__THE PROBLEM__
The result should be every line in the material below containing the string "Fragalà".

__EXCERPTED DATA__
▬▬▬
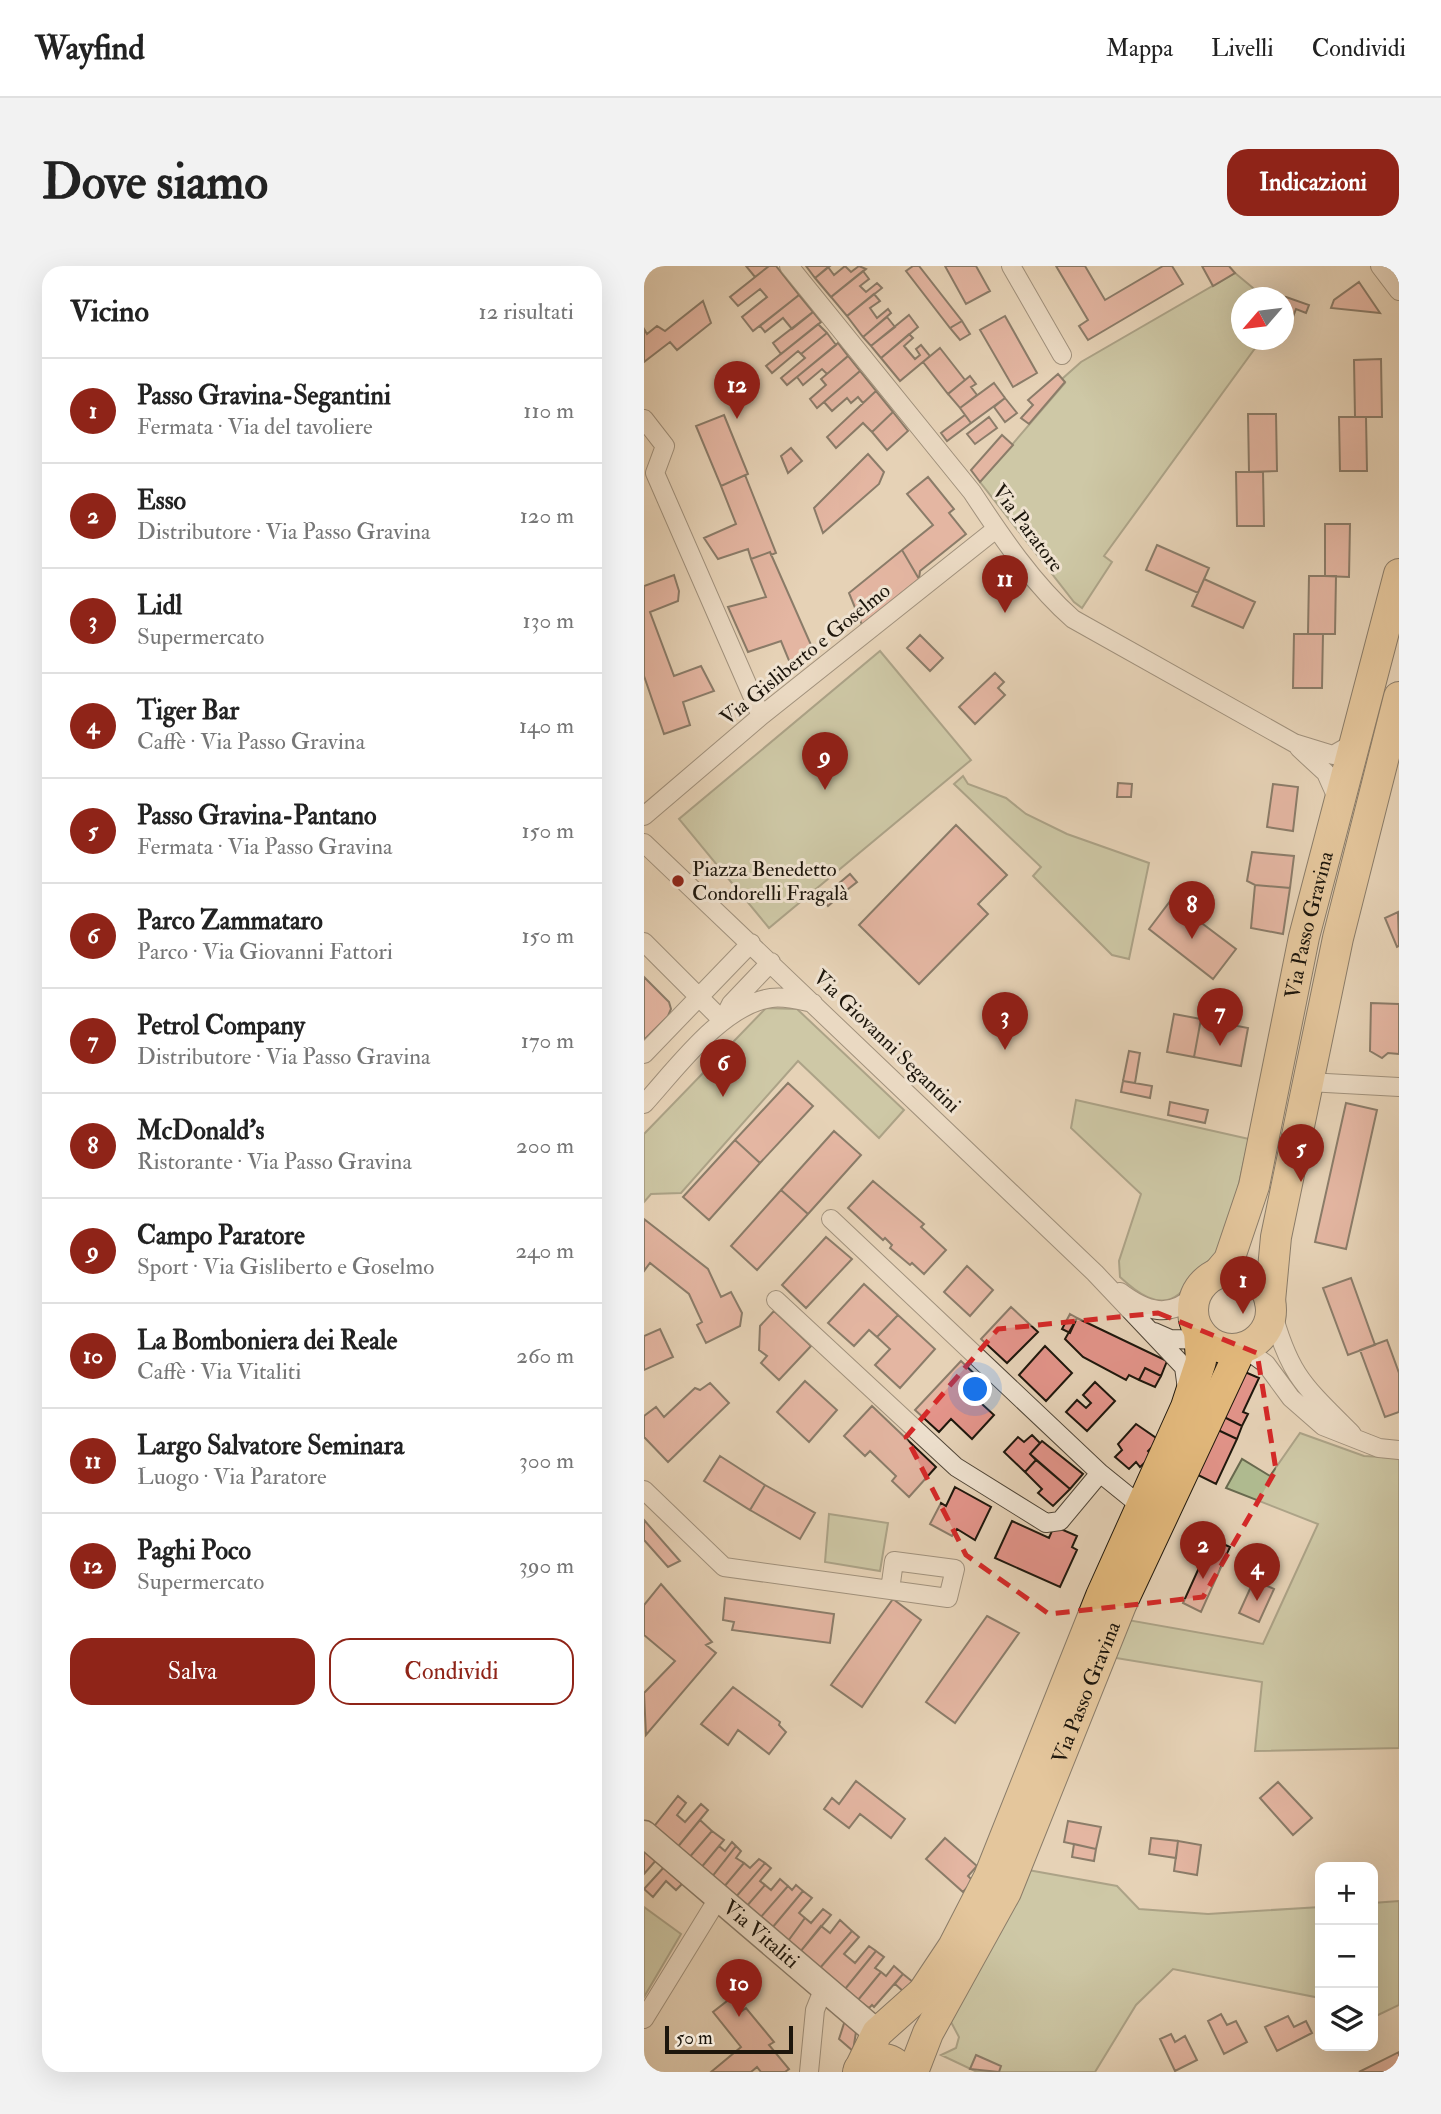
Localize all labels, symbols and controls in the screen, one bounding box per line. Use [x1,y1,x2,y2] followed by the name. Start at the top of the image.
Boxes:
[35,28,145,69] text: Wayfind
[1106,33,1173,64] text: Mappa
[1211,33,1274,64] text: Livelli
[1312,33,1406,64] text: Condividi
[1227,149,1399,216] button: Indicazioni
[42,152,268,213] text: Dove siamo
[1231,287,1294,350] north arrow
[70,293,149,330] text: Vicino
[479,297,574,326] text: 12 risultati
[714,361,760,419] pin: 12
[137,380,391,412] text: Passo Gravina-Segantini
[89,396,97,425] text: 1
[523,396,574,425] text: 110 m
[137,412,373,441] text: Fermata · Via del tavoliere
[986,479,1070,578] street label: Via Paratore
[137,485,186,517] text: Esso
[87,501,99,530] text: 2
[520,501,574,530] text: 120 m
[137,517,431,546] text: Distributore · Via Passo Gravina
[982,555,1028,613] pin: 11
[715,577,896,731] street label: Via Gisliberto e Goselmo
[137,590,182,622] text: Lidl
[89,606,97,635] text: 3
[522,606,574,635] text: 130 m
[137,622,264,651] text: Supermercato
[137,695,239,727] text: Tiger Bar
[87,711,99,740] text: 4
[519,711,574,740] text: 140 m
[137,727,365,756] text: Caffè · Via Passo Gravina
[802,732,848,790] pin: 9
[137,800,377,832] text: Passo Gravina-Pantano
[88,816,98,845] text: 5
[521,816,574,845] text: 150 m
[137,832,392,861] text: Fermata · Via Passo Gravina
[1279,848,1340,1001] street label: Via Passo Gravina
[692,856,848,907] place label: Piazza Benedetto Condorelli Fragalà
[670,873,686,889] marker: Piazza Benedetto Condorelli Fragalà
[1169,881,1215,939] pin: 8
[137,905,323,937] text: Parco Zammataro
[87,921,99,950] text: 6
[521,921,574,950] text: 150 m
[137,937,393,966] text: Parco · Via Giovanni Fattori
[807,964,966,1119] street label: Via Giovanni Segantini
[1197,988,1243,1046] pin: 7
[982,992,1028,1050] pin: 3
[137,1010,305,1042] text: Petrol Company
[88,1026,98,1055] text: 7
[521,1026,574,1055] text: 170 m
[700,1039,746,1097] pin: 6
[137,1042,431,1071] text: Distributore · Via Passo Gravina
[137,1115,264,1147] text: McDonald's
[1278,1124,1324,1182] pin: 5
[88,1131,98,1160] text: 8
[516,1131,574,1160] text: 200 m
[137,1147,412,1176] text: Ristorante · Via Passo Gravina
[137,1220,305,1252] text: Campo Paratore
[87,1236,99,1265] text: 9
[515,1236,574,1265] text: 240 m
[137,1252,434,1281] text: Sport · Via Gisliberto e Goselmo
[1220,1256,1266,1314] pin: 1
[137,1325,397,1357] text: La Bomboniera dei Reale
[83,1341,103,1370] text: 10
[516,1341,574,1370] text: 260 m
[137,1357,301,1386] text: Caffè · Via Vitaliti
[958,1372,992,1406] your location
[137,1430,404,1462] text: Largo Salvatore Seminara
[85,1446,101,1475] text: 11
[519,1446,574,1475] text: 300 m
[137,1462,327,1491] text: Luogo · Via Paratore
[1180,1521,1226,1579] pin: 2
[137,1535,251,1567] text: Paghi Poco
[1234,1543,1280,1601] pin: 4
[83,1551,103,1580] text: 12
[519,1551,574,1580] text: 390 m
[137,1567,264,1596] text: Supermercato
[1046,1617,1127,1768] street label: Via Passo Gravina
[70,1638,315,1705] button: Salva
[329,1638,574,1705] button: Condividi
[1315,1862,1378,2051] map controls
[1315,1862,1378,1925] button: +
[717,1894,805,1975] street label: Via Vitaliti
[1315,1925,1378,1988] button: −
[716,1959,762,2017] pin: 10
[1315,1988,1378,2051] button: layers
[665,2023,793,2055] scale bar
[676,2026,713,2050] text: 50 m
▬▬▬
__SOLUTION FOR THIS EXERCISE__
[692,856,848,907] place label: Piazza Benedetto Condorelli Fragalà
[670,873,686,889] marker: Piazza Benedetto Condorelli Fragalà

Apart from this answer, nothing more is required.